* Exercise brief:
Print the listing in full, with no character changed.

* Extracted records:
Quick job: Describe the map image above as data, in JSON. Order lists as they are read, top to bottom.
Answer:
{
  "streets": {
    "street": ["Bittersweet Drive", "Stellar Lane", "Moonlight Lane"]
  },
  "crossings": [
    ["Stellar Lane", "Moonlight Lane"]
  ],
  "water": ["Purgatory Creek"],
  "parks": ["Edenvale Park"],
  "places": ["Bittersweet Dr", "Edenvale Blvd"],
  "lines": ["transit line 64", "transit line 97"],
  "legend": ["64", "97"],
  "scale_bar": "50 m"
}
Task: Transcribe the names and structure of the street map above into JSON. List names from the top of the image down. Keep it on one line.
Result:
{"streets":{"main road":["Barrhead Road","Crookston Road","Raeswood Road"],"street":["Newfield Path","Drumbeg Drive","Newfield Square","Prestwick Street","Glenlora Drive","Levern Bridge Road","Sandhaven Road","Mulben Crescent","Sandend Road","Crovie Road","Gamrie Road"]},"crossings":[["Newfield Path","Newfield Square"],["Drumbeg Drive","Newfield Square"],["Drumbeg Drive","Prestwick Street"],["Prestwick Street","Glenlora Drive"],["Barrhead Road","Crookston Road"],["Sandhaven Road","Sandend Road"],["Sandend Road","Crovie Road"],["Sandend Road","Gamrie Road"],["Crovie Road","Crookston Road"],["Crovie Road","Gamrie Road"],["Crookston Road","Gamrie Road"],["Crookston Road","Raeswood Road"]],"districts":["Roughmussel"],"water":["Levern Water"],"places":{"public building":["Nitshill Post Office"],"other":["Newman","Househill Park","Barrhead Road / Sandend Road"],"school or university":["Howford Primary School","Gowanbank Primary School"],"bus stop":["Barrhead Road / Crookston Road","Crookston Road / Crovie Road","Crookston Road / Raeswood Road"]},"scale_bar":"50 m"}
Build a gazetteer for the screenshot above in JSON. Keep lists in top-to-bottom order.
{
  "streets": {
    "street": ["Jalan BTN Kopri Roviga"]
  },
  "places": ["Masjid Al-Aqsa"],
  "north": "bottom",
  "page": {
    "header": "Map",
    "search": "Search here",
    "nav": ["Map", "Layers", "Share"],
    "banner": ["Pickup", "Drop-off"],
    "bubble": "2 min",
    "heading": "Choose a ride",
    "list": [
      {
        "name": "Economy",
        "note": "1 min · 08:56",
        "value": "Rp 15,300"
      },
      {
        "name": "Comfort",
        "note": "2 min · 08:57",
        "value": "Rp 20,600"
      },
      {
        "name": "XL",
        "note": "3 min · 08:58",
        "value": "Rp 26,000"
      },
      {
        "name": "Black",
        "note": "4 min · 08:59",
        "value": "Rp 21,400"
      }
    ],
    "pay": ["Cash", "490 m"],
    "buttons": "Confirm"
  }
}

* Exercise answer:
Quick job: Describe the map image above as data, in JSON. Order lists as they are read, top to bottom.
Answer:
{
  "streets": {
    "street": ["Bittersweet Drive", "Stellar Lane", "Moonlight Lane"]
  },
  "crossings": [
    ["Stellar Lane", "Moonlight Lane"]
  ],
  "water": ["Purgatory Creek"],
  "parks": ["Edenvale Park"],
  "places": ["Bittersweet Dr", "Edenvale Blvd"],
  "lines": ["transit line 64", "transit line 97"],
  "legend": ["64", "97"],
  "scale_bar": "50 m"
}
Task: Transcribe the names and structure of the street map above into JSON. List names from the top of the image down. Keep it on one line.
Result:
{"streets":{"main road":["Barrhead Road","Crookston Road","Raeswood Road"],"street":["Newfield Path","Drumbeg Drive","Newfield Square","Prestwick Street","Glenlora Drive","Levern Bridge Road","Sandhaven Road","Mulben Crescent","Sandend Road","Crovie Road","Gamrie Road"]},"crossings":[["Newfield Path","Newfield Square"],["Drumbeg Drive","Newfield Square"],["Drumbeg Drive","Prestwick Street"],["Prestwick Street","Glenlora Drive"],["Barrhead Road","Crookston Road"],["Sandhaven Road","Sandend Road"],["Sandend Road","Crovie Road"],["Sandend Road","Gamrie Road"],["Crovie Road","Crookston Road"],["Crovie Road","Gamrie Road"],["Crookston Road","Gamrie Road"],["Crookston Road","Raeswood Road"]],"districts":["Roughmussel"],"water":["Levern Water"],"places":{"public building":["Nitshill Post Office"],"other":["Newman","Househill Park","Barrhead Road / Sandend Road"],"school or university":["Howford Primary School","Gowanbank Primary School"],"bus stop":["Barrhead Road / Crookston Road","Crookston Road / Crovie Road","Crookston Road / Raeswood Road"]},"scale_bar":"50 m"}
Build a gazetteer for the screenshot above in JSON. Keep lists in top-to-bottom order.
{
  "streets": {
    "street": ["Jalan BTN Kopri Roviga"]
  },
  "places": ["Masjid Al-Aqsa"],
  "north": "bottom",
  "page": {
    "header": "Map",
    "search": "Search here",
    "nav": ["Map", "Layers", "Share"],
    "banner": ["Pickup", "Drop-off"],
    "bubble": "2 min",
    "heading": "Choose a ride",
    "list": [
      {
        "name": "Economy",
        "note": "1 min · 08:56",
        "value": "Rp 15,300"
      },
      {
        "name": "Comfort",
        "note": "2 min · 08:57",
        "value": "Rp 20,600"
      },
      {
        "name": "XL",
        "note": "3 min · 08:58",
        "value": "Rp 26,000"
      },
      {
        "name": "Black",
        "note": "4 min · 08:59",
        "value": "Rp 21,400"
      }
    ],
    "pay": ["Cash", "490 m"],
    "buttons": "Confirm"
  }
}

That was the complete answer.